Would you copy each line of the records that includes the word "north"?
Material for this exercise Block Start
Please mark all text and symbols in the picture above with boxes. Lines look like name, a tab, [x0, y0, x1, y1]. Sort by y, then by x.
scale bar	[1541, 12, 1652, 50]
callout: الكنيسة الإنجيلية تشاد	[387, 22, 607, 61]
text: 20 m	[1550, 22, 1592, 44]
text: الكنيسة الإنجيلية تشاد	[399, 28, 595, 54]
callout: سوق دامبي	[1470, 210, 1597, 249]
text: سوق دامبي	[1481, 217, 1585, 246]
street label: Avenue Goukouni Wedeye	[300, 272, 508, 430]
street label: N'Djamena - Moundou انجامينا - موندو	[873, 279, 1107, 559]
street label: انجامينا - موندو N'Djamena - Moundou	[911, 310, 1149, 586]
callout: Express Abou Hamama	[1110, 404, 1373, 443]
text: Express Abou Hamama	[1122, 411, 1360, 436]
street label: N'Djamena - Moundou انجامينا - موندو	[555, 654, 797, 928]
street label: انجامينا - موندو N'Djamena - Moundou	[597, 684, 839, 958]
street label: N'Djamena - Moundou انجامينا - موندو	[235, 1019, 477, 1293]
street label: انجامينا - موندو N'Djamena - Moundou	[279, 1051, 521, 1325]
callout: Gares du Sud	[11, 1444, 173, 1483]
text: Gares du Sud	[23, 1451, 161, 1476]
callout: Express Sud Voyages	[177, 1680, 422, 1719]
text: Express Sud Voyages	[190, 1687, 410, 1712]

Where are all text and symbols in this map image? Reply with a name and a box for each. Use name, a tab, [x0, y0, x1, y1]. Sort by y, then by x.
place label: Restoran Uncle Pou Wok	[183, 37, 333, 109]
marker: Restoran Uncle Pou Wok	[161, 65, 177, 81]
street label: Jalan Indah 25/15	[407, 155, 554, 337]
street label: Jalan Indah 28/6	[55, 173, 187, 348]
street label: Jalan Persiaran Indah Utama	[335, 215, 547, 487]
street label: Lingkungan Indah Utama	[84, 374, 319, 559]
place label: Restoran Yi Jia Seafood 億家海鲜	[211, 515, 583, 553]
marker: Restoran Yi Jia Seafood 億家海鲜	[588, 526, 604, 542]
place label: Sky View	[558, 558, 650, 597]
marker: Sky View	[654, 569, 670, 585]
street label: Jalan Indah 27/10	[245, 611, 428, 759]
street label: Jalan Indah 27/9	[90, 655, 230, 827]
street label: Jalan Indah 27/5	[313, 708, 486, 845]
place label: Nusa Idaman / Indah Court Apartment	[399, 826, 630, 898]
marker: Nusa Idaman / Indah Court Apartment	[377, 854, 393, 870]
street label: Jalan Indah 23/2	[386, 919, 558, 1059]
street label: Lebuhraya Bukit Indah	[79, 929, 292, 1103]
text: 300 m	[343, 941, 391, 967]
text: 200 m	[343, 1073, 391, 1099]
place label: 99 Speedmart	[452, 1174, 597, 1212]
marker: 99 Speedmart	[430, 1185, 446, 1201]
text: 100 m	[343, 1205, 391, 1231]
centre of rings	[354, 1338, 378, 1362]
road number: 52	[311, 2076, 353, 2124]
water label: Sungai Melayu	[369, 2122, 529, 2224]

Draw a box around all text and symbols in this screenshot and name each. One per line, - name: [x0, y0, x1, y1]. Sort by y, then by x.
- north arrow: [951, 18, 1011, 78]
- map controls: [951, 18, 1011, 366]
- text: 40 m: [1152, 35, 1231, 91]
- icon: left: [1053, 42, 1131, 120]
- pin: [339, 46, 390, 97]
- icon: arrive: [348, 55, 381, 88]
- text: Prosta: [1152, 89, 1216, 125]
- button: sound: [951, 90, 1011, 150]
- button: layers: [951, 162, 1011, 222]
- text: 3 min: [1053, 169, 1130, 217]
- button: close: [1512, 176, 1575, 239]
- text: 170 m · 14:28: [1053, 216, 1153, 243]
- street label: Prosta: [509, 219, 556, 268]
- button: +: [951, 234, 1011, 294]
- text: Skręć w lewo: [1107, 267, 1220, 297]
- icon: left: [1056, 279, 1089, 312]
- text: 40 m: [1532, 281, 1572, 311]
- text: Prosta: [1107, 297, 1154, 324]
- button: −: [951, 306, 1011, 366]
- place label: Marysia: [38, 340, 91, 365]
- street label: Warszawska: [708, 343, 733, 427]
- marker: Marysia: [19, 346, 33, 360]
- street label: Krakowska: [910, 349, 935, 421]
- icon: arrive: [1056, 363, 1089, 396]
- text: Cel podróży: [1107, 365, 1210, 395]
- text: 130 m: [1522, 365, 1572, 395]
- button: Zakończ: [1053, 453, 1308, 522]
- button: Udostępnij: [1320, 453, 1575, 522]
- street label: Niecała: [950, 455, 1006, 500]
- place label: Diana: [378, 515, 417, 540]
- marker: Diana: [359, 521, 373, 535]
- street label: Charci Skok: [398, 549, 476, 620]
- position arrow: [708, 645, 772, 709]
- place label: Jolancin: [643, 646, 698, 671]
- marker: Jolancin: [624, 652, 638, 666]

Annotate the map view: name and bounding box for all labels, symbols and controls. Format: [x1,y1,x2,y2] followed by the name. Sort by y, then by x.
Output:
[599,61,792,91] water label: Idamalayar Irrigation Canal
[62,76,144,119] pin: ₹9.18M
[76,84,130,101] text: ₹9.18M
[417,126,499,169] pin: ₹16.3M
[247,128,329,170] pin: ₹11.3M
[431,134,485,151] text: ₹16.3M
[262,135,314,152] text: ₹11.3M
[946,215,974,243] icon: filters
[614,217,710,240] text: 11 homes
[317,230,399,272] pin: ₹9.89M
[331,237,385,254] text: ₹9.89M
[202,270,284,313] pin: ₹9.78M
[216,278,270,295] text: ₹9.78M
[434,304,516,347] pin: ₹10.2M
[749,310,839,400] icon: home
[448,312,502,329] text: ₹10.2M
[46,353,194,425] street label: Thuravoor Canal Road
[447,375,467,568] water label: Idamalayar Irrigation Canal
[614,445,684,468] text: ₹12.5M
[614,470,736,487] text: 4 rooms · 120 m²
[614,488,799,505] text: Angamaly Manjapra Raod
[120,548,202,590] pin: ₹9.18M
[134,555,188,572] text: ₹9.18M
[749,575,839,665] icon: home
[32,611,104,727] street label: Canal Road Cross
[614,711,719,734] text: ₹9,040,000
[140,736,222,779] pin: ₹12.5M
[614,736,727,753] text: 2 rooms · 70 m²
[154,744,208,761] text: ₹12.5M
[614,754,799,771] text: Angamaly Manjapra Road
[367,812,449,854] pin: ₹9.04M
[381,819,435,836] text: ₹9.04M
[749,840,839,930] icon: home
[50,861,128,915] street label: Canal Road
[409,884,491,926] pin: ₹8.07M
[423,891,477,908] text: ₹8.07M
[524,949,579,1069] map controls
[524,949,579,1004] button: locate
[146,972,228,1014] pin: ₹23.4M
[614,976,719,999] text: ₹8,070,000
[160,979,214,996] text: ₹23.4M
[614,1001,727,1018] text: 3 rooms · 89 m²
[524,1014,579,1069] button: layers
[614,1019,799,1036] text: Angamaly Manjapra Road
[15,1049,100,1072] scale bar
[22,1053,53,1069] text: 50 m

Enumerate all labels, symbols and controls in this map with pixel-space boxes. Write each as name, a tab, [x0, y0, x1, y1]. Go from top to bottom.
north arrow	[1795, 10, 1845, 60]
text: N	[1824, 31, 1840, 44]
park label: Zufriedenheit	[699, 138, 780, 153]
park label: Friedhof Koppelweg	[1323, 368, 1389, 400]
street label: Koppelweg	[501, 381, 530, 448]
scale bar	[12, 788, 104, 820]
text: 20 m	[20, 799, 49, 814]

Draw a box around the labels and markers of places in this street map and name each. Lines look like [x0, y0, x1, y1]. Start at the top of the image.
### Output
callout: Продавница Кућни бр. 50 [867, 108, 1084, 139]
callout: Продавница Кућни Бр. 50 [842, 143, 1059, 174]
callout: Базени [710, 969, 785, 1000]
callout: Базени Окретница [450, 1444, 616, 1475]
Material for this exercise Block End
### Solution for this problem
- north arrow: [951, 18, 1011, 78]
north arrow	[1795, 10, 1845, 60]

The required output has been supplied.